Brazil has something else, too, something that many folks may not realize but are stunned when they see it. Brazil is home to the world’s largest cashew tree, and that’s not hyperbole — that’s according to the Guinness Book of World Records.
The tree covers an astonishing two acres, its branches and limbs snaking out as far as almost 165 feet from the main trunk. An entire park is dedicated to this cashew tree, and it is such a tourist draw that a small fee is charged to wander around it, under its branches and over the 91,500 square feet of room it takes up.
And people — residents and tourists alike — are happy to pony up for the pleasure, because there really is no other cashew tree like this one anywhere on Earth. Money raised goes to the care, tending and feeding of this natural marvel.
The scientific name for a cashew tree in Latin is “Anacardium Occidentale.” But to most of, cashew trees are simply a source of wonderful nuts, providers of protein in everything from a vegetarian stir fry to a nutritional snack after a workout. Salted or plain, candied or spicy, cashews are used in cuisines almost right around the globe.
The one in the state of Rio Grande do Norte, near the capital city of Natal, is the size, experts say, of about 70 “regular” cashew trees.
It hasn’t grown this way because of pruning, but rather because of two genetic mutations that cause its limbs to grow out almost horizontally as well as upwards.
Looking at this specimen is rather like looking like a forest, particularly in photographs taken from an aerial perspective. It is an absolutely remarkable and incredible sight.
No one is entirely certain how the cashew tree came to be located where it is, although rumours and speculations and theories abound.
Some think it has simply always been there, and that it is as much as 1,000 years old. Others are somewhat more realistic, and believe that a local fisherman by the name of Luis Inacio de Oliveira, planted the tree in 1888, making it about 130 years old.
Whether one of those origin stories is accurate or it came to grow there in some entirely different way, one fact is certain: this tree is loved, admired and photographed more than any other cashew tree in existence, anywhere in the world.
More than 18,000 photographs of it have been put on Instagram by “nut struck” visitors, which says something about how wildly popular this tree is.
Because it just keeps growing, and four of its five branches put roots into the ground whenever they touch down, some say it will one day need pruning.

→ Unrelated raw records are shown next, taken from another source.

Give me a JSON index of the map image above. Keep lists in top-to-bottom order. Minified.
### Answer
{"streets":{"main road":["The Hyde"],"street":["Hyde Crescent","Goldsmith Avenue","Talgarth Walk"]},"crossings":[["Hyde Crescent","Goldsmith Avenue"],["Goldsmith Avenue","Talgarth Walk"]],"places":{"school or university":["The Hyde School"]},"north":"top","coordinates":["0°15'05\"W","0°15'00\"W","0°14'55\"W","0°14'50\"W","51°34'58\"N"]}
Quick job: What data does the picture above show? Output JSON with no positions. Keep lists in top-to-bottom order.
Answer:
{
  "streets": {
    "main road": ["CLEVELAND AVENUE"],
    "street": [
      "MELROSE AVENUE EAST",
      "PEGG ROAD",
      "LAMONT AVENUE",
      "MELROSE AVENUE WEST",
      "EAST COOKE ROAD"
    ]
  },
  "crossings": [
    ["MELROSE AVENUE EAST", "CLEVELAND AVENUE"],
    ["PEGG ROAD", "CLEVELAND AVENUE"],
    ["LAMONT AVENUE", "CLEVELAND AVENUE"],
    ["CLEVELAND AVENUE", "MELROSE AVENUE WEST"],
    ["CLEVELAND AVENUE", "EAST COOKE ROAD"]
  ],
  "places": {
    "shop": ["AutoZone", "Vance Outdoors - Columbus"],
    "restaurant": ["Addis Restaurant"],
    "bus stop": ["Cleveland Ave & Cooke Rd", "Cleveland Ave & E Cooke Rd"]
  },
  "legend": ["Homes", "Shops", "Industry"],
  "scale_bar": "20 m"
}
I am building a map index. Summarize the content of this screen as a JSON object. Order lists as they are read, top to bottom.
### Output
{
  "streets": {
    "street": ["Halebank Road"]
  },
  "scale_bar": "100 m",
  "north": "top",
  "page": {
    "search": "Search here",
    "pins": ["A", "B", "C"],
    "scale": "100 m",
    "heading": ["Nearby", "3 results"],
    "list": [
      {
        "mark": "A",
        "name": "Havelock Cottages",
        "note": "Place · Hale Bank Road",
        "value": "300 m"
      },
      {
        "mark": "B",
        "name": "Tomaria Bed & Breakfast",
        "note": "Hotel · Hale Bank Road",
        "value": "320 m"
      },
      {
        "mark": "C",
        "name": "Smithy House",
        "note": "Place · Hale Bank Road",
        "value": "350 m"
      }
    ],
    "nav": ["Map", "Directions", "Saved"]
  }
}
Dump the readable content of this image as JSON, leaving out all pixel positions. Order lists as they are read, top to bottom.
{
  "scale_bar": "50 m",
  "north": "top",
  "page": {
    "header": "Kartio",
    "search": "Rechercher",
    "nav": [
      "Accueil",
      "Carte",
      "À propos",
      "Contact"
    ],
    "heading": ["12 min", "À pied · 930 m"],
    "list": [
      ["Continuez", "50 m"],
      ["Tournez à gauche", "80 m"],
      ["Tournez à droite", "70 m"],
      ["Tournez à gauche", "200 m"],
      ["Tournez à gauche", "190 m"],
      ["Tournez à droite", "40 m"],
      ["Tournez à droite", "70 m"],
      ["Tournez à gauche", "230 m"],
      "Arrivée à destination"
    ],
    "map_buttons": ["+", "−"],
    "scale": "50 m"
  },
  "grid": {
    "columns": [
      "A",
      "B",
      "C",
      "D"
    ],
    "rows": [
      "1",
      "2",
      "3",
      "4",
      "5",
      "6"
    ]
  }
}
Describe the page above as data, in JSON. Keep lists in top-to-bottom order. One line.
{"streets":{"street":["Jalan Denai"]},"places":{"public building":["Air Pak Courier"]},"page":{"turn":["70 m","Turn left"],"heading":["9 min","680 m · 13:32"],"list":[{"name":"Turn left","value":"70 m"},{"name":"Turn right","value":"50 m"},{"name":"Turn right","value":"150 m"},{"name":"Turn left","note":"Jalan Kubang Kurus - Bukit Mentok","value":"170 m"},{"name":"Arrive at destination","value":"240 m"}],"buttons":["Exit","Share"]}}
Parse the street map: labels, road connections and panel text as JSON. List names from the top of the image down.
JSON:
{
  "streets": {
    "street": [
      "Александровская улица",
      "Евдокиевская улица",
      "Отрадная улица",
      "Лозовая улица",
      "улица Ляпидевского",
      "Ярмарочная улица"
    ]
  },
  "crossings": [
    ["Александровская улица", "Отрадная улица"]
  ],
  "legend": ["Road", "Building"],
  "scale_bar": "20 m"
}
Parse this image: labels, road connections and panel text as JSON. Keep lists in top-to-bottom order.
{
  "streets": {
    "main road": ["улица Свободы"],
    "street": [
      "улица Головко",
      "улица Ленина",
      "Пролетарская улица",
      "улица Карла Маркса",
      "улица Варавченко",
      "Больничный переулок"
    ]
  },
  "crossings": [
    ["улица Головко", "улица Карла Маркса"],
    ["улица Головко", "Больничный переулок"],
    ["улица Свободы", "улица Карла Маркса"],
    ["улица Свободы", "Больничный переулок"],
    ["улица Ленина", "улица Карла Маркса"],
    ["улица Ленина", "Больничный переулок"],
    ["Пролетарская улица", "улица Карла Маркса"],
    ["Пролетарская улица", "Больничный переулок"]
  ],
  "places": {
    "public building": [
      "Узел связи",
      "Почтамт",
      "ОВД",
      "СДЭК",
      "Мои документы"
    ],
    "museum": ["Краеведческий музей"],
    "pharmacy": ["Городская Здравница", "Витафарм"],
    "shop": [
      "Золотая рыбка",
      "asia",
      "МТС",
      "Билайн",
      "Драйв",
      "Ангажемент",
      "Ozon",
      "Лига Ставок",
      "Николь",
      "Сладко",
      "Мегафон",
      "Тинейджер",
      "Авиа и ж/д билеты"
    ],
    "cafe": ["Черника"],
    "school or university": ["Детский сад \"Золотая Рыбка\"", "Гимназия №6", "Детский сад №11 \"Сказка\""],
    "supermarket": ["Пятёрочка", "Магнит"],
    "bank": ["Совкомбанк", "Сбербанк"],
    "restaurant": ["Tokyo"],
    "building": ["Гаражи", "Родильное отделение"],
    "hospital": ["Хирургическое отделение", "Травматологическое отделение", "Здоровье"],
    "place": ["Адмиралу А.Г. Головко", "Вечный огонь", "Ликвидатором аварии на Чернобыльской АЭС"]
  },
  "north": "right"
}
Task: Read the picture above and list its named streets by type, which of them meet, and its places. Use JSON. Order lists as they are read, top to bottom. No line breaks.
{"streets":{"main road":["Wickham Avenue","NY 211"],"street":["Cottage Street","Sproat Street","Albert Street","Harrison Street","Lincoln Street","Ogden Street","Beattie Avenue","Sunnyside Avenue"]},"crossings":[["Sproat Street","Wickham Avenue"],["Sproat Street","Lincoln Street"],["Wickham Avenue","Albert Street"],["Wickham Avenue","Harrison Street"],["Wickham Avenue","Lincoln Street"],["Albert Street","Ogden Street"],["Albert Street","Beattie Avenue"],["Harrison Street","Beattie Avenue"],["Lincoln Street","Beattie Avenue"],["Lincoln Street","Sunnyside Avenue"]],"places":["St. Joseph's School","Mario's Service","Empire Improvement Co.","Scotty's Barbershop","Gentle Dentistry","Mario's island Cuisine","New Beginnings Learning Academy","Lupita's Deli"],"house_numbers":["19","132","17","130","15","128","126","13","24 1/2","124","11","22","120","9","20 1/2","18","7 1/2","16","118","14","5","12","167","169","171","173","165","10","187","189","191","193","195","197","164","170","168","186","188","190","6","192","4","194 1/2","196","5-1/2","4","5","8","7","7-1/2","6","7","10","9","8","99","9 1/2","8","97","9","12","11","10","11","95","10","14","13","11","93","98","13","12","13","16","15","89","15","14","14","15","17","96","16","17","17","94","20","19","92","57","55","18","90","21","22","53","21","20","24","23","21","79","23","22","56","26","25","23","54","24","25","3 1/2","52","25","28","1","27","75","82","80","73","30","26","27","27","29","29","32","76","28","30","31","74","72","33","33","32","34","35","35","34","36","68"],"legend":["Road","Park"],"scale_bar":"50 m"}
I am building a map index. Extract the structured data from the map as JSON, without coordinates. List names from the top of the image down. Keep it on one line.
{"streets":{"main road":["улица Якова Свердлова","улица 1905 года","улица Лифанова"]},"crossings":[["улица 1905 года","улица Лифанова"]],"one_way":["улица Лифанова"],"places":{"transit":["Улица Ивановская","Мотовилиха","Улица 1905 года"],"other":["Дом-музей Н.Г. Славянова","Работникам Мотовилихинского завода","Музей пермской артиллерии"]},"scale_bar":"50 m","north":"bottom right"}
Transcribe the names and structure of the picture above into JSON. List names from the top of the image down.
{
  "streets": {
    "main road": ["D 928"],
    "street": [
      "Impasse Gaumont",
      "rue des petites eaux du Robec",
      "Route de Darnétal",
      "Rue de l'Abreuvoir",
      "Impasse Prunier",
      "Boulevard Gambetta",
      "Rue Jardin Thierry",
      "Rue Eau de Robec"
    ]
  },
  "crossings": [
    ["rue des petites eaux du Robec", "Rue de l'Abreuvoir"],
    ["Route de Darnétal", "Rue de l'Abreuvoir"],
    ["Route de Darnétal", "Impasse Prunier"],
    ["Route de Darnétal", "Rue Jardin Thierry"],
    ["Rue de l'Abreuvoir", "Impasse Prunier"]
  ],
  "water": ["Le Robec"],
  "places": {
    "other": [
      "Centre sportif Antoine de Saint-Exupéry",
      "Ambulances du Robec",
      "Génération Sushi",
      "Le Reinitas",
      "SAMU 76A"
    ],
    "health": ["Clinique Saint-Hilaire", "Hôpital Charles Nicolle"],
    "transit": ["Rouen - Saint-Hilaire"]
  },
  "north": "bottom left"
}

It hasn’t happened yet, but the tree may jeopardize a nearby roadway if its branches are not someday corralled into some kind of submission. But so far, officials in Natal have not said when, or even if, that is going to happen.
In the meantime, this cashew tree continues to be a huge draw for visitors who want to stroll beneath its forest-like canopy.
Brazil, like so many other nations, still has travel restrictions in place because of the coronavirus. But eventually its cities and tourist spots will be open to visitors once again, right along with its famous beaches.
Taking an afternoon to visit the biggest cashew tree in the world is worth every penny that’s charged as the price of admission.